Doreen Sullivan of My Bud Vase.

Women Led Brands: The Fantastic Four

These powerhouse brands are led by extraordinary women: Gela Nash-Taylor, Doreen Sullivan, Jacquie Aiche and Carolyn Chu.

In a world traditionally dominated by male entrepreneurs and business magnates, the winds of change are stirring. Breaking barriers and redefining leadership, a new era of cannabis brands is emerging—and these women are leading the charge

Potent Goods cannabis brands
Gela Nash-taylor. Photos courtesy of Potent Goods

Gela Nash-Taylor

Co-founder, Potent Goods

The street-style aesthetic of the early 2000s can largely be attributed to Gela Nash-Taylor, one-half of the duo that brought Los Angeles casual luxury to the world with the fashion phenomenon known as Juicy Couture. Nash-Taylor is a natural creator, be it fashion, brands or experiences. She says she’s fascinated by how different clothing, silhouettes, colors and textures can alter your mood, asserting the same is true for cannabis. This realization, in part, led to the 2021 launch of her luxury cannabis lifestyle brand, Potent Goods, which she founded with her son, Travis Nash. The line features a collection of high-end ready-to-wear fashion and accouterments for the “self-confessed maximalist.”

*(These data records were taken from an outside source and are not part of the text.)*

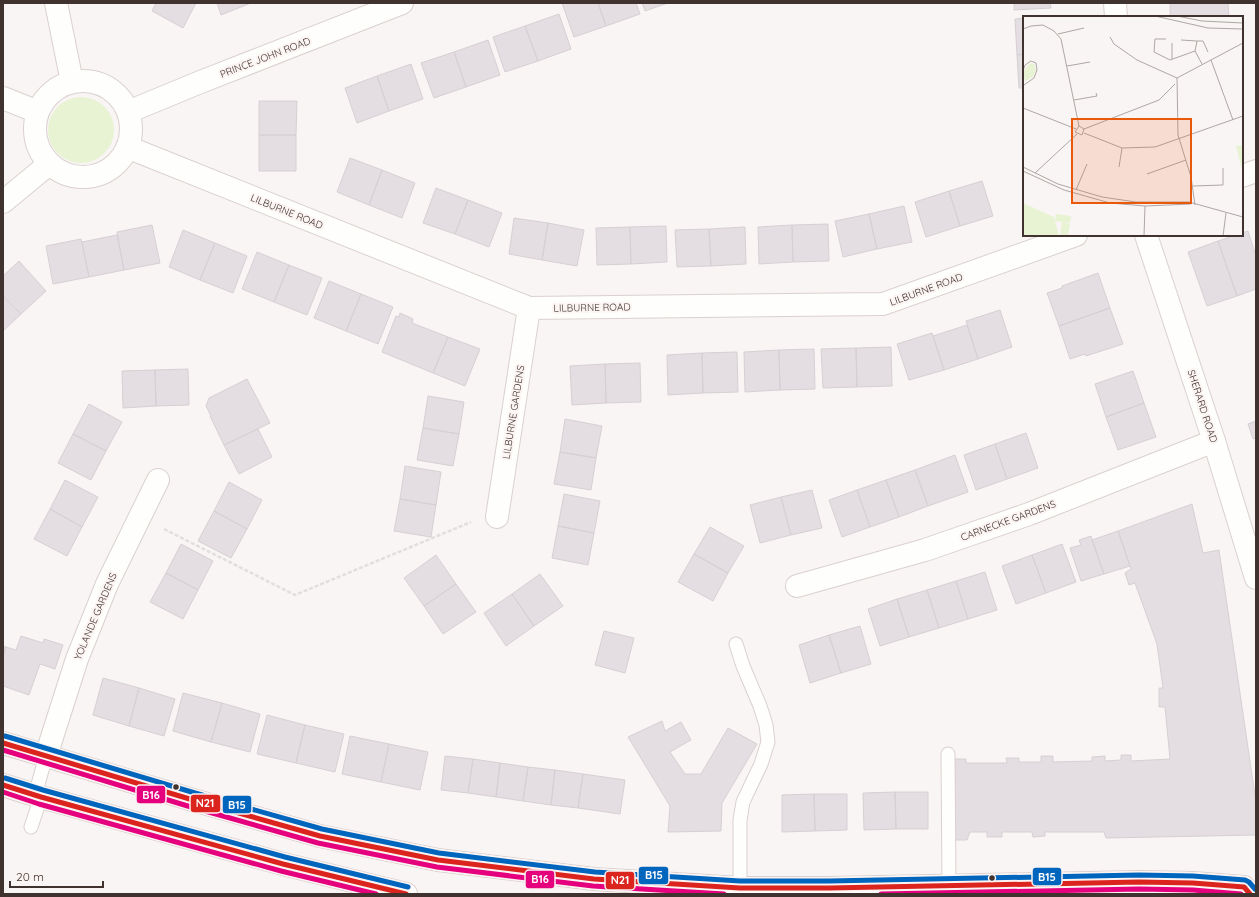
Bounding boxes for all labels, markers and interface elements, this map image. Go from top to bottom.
inset map [1023,16,1243,236]
street label: PRINCE JOHN ROAD [218,34,312,81]
street label: LILBURNE ROAD [249,191,325,232]
street label: LILBURNE ROAD [888,270,965,309]
street label: LILBURNE ROAD [553,300,631,315]
street label: LILBURNE GARDENS [500,364,527,460]
street label: SHERARD ROAD [1185,368,1220,444]
street label: CARNECKE GARDENS [959,497,1058,544]
street label: YOLANDE GARDENS [71,570,120,662]
unlabelled marker [171,782,181,792]
line badge: B16 [136,785,166,804]
text: B16 [142,788,160,802]
line badge: N21 [190,794,221,813]
line badge: B15 [222,795,252,814]
text: N21 [196,796,214,810]
text: B15 [228,798,246,812]
scale bar [10,863,103,889]
line badge: B15 [638,866,669,885]
line badge: B15 [1032,867,1062,886]
text: B15 [645,868,663,882]
text: 20 m [16,869,44,884]
line badge: B16 [525,870,555,889]
text: B15 [1038,870,1056,884]
line badge: N21 [605,871,635,890]
text: B16 [531,872,549,886]
text: N21 [611,873,629,887]
unlabelled marker [987,873,997,883]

“I wanted to bring my love affair with fashion, clothing and texture to the world of cannabis,” Nash-Taylor says. The brand’s philosophy is based on enhancing the consumer experience with every stitch and seam. “It needs to feel incredibly tactile, be soft and awaken your senses—smoking in a beautiful loungewear set heightens the experience,” Nash-Taylor says. “And it needs to be fun!” She says Potent Goods treats every customer touchpoint with care. “All of the prints of the packaging match back to the clothing—we’re packaging-obsessed,” Nash-Taylor says. “All our pens are very tactile, soft to the touch and covered in the same prints as our clothing.” 

Nash-Taylor says she started smoking cannabis in college “when it wasn’t exactly legal” and took a hiatus while she built the Juicy empire. But a trip to Red Rocks Amphitheatre to see her husband John Taylor’s superstar band, Duran Duran, sent her on a new trajectory. While her first dispensary tour wasn’t quite the Barney’s New York shopping experience she was used to, she says the “exhilaration of being able to smoke cannabis legally was beyond anything I’ve ever experienced.”

California’s dreamy, aqua-hued endless summer vibes continue to inspire Nash-Taylor, she says. “Casual luxury is everything I love about the California lifestyle, and cannabis is synonymous with California culture.”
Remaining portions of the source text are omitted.